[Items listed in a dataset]
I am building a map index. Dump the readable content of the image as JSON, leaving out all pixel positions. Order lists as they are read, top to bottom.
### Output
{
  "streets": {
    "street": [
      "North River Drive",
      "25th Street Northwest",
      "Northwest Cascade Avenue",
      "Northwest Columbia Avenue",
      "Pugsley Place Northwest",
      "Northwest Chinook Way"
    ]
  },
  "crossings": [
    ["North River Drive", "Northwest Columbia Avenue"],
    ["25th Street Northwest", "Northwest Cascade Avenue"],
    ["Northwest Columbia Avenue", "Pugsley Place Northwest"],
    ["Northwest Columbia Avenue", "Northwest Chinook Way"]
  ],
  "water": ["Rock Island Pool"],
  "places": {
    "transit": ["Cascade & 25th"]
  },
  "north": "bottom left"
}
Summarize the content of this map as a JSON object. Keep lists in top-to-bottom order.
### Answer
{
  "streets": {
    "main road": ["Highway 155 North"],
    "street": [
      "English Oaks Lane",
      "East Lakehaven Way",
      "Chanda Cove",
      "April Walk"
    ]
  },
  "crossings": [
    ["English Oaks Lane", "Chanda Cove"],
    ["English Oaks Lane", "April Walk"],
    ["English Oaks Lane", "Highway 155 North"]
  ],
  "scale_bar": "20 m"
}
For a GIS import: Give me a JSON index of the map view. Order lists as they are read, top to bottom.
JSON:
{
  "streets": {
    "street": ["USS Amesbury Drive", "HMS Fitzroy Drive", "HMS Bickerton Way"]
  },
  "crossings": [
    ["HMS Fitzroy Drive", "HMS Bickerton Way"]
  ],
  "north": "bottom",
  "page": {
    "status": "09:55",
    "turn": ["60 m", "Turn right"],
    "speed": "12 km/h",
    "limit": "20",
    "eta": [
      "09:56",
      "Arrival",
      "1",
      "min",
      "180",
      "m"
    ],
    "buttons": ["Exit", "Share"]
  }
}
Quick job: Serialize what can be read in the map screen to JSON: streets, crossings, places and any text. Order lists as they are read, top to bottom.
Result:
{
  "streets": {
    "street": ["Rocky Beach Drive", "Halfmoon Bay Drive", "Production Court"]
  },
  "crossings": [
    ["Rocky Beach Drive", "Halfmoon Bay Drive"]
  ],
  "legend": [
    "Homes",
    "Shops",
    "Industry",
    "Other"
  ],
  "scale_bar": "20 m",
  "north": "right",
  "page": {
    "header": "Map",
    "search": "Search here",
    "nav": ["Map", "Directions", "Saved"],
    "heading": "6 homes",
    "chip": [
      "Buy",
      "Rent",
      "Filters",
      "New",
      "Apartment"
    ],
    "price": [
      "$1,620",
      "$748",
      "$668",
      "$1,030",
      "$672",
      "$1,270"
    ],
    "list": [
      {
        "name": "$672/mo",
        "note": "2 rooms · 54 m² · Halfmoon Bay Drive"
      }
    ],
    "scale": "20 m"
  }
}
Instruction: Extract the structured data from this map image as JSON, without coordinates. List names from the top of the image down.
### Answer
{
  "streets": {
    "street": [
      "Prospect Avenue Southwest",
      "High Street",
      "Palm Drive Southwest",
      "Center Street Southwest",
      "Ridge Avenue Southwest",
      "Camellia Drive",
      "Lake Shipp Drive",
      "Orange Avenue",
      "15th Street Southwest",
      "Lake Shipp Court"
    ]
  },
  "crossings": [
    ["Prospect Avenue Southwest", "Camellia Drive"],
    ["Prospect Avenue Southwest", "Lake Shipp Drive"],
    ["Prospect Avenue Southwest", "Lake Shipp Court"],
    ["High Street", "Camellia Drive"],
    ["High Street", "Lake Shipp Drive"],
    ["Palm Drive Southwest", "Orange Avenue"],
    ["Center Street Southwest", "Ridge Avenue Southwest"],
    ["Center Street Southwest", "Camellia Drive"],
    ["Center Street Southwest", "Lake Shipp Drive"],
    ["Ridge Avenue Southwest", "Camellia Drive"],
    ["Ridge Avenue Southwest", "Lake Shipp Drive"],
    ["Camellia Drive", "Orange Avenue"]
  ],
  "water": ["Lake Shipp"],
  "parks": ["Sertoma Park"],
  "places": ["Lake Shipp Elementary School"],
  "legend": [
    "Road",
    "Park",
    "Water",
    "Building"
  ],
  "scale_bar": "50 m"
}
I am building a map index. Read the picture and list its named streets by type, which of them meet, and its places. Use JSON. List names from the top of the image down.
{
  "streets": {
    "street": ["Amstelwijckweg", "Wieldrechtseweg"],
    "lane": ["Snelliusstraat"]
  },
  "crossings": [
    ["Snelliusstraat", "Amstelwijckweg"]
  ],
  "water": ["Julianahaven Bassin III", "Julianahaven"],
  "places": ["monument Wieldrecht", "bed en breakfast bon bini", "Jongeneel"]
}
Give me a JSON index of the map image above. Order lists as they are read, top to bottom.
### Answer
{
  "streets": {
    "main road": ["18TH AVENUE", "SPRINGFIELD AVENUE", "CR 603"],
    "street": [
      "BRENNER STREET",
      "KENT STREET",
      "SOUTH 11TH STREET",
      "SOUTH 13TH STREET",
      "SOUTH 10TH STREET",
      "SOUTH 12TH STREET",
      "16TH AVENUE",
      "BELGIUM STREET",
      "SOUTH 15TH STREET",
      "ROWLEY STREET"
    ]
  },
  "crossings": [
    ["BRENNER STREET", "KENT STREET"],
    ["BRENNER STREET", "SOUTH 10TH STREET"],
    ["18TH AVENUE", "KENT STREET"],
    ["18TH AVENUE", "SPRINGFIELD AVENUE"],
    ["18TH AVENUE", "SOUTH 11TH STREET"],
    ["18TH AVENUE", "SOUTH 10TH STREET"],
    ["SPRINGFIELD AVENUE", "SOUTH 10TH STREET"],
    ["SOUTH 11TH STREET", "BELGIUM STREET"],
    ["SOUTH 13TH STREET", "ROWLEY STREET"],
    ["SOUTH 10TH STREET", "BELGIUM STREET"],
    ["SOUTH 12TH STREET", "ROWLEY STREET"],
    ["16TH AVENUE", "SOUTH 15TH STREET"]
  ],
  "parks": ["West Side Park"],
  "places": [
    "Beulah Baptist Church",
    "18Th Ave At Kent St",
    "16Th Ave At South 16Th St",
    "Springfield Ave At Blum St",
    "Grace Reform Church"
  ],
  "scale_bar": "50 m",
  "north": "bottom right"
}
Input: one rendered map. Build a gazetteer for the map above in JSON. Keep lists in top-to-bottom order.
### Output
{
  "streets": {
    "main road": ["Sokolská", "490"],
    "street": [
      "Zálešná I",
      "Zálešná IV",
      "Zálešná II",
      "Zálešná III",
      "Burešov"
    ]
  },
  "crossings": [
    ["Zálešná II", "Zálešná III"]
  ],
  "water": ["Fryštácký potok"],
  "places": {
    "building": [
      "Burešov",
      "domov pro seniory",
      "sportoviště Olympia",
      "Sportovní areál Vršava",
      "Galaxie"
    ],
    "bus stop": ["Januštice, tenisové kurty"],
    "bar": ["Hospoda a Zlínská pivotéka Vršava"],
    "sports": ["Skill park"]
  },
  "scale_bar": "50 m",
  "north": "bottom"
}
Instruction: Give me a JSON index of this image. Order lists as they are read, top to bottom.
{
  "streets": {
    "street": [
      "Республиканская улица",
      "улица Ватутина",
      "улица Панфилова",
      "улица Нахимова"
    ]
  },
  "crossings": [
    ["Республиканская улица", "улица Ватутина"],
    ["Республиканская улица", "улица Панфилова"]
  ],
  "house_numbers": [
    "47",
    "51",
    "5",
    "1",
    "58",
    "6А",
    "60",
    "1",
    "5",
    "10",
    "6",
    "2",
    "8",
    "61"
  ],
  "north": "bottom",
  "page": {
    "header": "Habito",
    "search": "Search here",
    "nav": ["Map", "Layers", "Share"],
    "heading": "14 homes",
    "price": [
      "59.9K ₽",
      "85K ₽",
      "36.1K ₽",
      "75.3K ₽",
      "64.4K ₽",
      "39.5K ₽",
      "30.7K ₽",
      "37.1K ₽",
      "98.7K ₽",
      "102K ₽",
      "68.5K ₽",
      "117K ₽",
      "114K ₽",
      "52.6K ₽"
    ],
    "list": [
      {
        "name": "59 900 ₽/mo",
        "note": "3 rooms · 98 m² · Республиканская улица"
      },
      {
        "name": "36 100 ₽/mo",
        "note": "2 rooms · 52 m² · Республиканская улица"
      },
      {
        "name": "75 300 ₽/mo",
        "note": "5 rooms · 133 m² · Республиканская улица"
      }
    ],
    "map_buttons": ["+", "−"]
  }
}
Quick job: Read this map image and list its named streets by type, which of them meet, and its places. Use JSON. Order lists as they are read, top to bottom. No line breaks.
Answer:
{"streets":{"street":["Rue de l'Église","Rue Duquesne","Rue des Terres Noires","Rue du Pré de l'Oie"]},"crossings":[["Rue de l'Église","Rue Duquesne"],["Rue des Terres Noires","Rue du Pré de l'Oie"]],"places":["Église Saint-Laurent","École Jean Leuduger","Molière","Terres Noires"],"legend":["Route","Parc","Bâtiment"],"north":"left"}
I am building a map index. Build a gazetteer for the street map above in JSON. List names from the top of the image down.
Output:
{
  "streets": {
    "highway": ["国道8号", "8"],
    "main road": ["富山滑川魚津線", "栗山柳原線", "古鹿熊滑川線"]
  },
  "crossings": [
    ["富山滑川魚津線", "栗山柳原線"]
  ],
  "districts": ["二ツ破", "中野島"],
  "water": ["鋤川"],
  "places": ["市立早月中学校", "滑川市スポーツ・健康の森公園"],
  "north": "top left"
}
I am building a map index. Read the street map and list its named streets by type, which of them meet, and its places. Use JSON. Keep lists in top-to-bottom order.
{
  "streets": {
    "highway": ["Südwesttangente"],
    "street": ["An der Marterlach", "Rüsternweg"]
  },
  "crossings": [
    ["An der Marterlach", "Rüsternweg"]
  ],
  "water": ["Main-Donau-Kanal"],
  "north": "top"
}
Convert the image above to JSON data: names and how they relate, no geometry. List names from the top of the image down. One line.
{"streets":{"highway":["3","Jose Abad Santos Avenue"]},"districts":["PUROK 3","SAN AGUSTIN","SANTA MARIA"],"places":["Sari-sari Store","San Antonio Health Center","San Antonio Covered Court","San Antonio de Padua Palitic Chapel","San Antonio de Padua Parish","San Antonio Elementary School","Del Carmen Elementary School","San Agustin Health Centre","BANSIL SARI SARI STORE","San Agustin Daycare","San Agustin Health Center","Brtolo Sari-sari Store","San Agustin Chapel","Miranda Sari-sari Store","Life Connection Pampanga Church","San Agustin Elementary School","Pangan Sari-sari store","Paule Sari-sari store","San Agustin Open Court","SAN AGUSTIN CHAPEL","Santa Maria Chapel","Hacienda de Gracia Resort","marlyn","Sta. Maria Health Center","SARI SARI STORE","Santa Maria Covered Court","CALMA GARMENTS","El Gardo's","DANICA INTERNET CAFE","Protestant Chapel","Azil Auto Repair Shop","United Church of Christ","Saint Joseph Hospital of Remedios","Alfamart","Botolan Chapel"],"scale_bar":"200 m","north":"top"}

EXERCISE DIRECTIONS
Please output an exact copy of the lines above, from the opening line of the data down to the line that contains "For a GIS import: Give".

FINAL ANSWER
I am building a map index. Dump the readable content of the image as JSON, leaving out all pixel positions. Order lists as they are read, top to bottom.
### Output
{
  "streets": {
    "street": [
      "North River Drive",
      "25th Street Northwest",
      "Northwest Cascade Avenue",
      "Northwest Columbia Avenue",
      "Pugsley Place Northwest",
      "Northwest Chinook Way"
    ]
  },
  "crossings": [
    ["North River Drive", "Northwest Columbia Avenue"],
    ["25th Street Northwest", "Northwest Cascade Avenue"],
    ["Northwest Columbia Avenue", "Pugsley Place Northwest"],
    ["Northwest Columbia Avenue", "Northwest Chinook Way"]
  ],
  "water": ["Rock Island Pool"],
  "places": {
    "transit": ["Cascade & 25th"]
  },
  "north": "bottom left"
}
Summarize the content of this map as a JSON object. Keep lists in top-to-bottom order.
### Answer
{
  "streets": {
    "main road": ["Highway 155 North"],
    "street": [
      "English Oaks Lane",
      "East Lakehaven Way",
      "Chanda Cove",
      "April Walk"
    ]
  },
  "crossings": [
    ["English Oaks Lane", "Chanda Cove"],
    ["English Oaks Lane", "April Walk"],
    ["English Oaks Lane", "Highway 155 North"]
  ],
  "scale_bar": "20 m"
}
For a GIS import: Give me a JSON index of the map view. Order lists as they are read, top to bottom.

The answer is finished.